### TASK OBJECTIVE:
Using the entries that follow, state how many lines contain "service", with no other words.

### WORKING DATA:
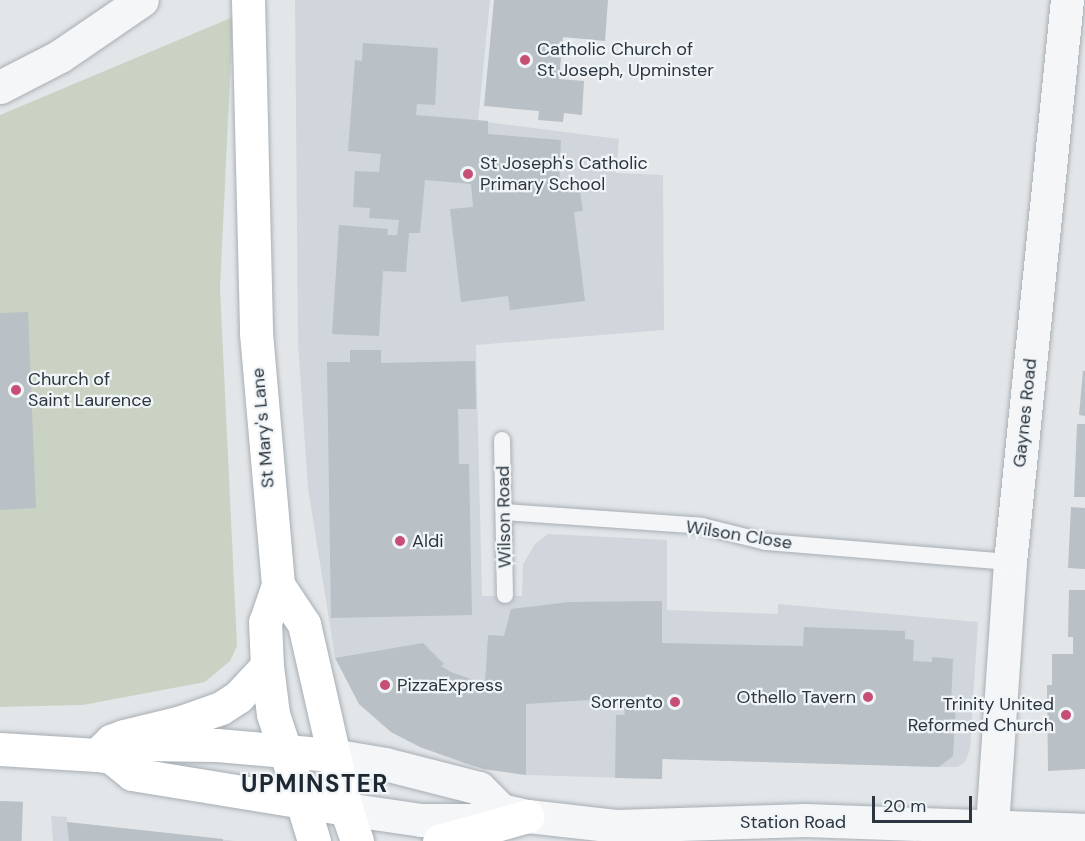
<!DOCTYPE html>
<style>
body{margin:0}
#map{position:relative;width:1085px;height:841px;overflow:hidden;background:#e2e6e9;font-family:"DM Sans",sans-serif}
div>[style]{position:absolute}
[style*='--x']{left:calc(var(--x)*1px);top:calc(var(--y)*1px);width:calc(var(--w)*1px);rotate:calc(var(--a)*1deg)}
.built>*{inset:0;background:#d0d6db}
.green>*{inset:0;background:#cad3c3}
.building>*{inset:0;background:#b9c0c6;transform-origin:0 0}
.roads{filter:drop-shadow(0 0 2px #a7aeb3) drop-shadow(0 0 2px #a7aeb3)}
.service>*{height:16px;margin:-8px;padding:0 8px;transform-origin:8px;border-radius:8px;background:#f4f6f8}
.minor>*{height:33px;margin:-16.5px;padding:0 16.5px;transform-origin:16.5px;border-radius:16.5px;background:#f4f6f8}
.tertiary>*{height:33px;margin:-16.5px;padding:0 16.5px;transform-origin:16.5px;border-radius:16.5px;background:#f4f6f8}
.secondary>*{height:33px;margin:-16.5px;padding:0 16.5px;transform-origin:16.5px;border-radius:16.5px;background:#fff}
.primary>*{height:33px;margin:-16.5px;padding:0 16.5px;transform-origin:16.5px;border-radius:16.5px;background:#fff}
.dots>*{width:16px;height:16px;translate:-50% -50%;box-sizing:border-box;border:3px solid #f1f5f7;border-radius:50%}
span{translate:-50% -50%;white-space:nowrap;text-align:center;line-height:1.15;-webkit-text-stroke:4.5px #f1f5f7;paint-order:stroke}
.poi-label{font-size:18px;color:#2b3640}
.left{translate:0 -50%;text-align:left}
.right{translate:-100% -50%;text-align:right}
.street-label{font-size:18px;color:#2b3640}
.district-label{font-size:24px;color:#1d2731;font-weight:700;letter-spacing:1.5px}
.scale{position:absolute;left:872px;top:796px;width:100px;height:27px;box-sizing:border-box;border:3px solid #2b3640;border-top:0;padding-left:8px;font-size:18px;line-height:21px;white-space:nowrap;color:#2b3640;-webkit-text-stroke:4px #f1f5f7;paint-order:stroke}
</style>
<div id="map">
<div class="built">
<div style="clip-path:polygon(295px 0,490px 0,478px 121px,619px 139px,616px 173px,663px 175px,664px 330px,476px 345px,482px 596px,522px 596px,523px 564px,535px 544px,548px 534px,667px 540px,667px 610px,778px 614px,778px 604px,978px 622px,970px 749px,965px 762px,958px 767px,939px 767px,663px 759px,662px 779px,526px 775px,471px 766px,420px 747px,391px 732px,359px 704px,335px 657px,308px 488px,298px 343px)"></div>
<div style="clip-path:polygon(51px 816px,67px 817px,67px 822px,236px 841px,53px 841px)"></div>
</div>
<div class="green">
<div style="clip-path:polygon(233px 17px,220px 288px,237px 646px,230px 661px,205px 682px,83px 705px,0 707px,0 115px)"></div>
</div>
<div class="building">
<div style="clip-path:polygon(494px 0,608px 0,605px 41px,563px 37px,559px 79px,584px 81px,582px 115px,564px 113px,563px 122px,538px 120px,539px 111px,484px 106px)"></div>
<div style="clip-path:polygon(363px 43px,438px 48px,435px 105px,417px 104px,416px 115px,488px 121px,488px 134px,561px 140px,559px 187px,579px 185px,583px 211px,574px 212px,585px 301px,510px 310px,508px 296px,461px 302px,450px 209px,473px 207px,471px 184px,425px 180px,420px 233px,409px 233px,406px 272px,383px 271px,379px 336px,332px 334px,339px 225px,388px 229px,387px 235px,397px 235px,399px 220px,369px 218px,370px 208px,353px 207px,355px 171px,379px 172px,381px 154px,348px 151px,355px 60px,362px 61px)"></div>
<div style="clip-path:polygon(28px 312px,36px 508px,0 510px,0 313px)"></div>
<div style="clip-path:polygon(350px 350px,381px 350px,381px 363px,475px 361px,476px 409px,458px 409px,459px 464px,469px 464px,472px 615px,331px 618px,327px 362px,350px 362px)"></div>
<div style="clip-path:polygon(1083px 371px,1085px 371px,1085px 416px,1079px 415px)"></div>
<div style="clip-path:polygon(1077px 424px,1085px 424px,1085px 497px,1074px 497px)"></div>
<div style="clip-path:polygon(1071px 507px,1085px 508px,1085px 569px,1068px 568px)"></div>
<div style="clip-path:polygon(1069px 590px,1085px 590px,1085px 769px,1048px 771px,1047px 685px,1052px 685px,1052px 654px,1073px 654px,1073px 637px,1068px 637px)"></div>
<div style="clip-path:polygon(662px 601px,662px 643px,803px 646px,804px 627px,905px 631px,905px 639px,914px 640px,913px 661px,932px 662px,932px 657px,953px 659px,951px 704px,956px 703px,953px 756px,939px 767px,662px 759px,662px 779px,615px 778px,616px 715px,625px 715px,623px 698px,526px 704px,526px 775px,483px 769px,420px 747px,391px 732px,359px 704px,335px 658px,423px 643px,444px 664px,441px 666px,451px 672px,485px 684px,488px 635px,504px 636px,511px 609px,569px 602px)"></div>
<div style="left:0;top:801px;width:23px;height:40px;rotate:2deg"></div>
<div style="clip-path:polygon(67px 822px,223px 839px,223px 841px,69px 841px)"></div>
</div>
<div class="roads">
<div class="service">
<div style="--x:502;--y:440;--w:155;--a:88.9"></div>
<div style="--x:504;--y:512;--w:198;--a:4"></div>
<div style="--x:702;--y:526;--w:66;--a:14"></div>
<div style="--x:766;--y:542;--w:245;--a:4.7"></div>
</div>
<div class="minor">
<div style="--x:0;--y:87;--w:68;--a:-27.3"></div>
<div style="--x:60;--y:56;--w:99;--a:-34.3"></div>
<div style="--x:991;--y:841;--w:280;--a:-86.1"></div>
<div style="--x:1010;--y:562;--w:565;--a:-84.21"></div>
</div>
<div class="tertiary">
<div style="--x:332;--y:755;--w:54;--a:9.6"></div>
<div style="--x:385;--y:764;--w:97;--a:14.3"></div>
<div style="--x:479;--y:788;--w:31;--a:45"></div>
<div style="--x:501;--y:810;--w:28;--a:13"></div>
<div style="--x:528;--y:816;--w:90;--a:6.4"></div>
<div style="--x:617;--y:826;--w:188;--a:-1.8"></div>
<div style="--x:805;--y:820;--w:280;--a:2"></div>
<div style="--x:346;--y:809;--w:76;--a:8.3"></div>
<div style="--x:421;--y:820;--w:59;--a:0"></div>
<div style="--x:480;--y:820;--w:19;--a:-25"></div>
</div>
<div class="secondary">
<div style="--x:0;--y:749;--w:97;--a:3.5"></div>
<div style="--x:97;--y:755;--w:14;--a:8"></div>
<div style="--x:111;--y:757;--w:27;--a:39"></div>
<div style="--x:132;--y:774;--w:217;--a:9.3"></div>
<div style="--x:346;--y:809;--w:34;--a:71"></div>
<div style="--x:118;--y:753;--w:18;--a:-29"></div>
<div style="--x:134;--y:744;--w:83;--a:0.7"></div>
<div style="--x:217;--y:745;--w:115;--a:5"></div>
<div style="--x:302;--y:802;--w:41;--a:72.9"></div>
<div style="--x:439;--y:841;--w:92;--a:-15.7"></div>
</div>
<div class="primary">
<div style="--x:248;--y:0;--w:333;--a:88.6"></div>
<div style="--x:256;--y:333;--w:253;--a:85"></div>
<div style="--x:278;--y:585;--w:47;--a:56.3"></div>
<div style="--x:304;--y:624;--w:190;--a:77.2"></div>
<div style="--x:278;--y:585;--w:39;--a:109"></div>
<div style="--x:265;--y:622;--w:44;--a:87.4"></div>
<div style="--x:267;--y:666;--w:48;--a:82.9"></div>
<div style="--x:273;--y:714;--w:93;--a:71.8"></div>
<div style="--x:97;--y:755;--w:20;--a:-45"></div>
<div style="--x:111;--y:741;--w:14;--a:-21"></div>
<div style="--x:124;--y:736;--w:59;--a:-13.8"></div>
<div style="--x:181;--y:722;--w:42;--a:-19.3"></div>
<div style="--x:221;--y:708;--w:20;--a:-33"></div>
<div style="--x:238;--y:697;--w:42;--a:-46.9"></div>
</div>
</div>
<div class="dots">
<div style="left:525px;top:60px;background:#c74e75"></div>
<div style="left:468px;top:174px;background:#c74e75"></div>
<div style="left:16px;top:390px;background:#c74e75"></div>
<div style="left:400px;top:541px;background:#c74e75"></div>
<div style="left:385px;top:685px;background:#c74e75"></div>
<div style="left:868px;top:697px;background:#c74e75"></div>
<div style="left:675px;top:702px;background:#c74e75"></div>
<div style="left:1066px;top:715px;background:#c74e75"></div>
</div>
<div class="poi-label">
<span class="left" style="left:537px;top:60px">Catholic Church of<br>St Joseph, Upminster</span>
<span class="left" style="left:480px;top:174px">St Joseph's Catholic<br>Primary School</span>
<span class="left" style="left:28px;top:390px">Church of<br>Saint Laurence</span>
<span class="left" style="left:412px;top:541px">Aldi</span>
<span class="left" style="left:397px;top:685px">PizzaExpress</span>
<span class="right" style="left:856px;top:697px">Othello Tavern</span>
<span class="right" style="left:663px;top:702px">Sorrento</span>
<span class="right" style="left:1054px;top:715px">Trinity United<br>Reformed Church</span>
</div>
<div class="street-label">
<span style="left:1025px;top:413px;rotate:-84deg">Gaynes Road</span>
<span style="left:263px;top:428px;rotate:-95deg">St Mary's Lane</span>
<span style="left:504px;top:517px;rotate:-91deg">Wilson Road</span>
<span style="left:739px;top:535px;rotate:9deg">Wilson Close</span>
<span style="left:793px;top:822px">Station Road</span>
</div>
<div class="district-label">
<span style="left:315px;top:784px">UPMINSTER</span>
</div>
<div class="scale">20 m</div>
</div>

### REPLY:
2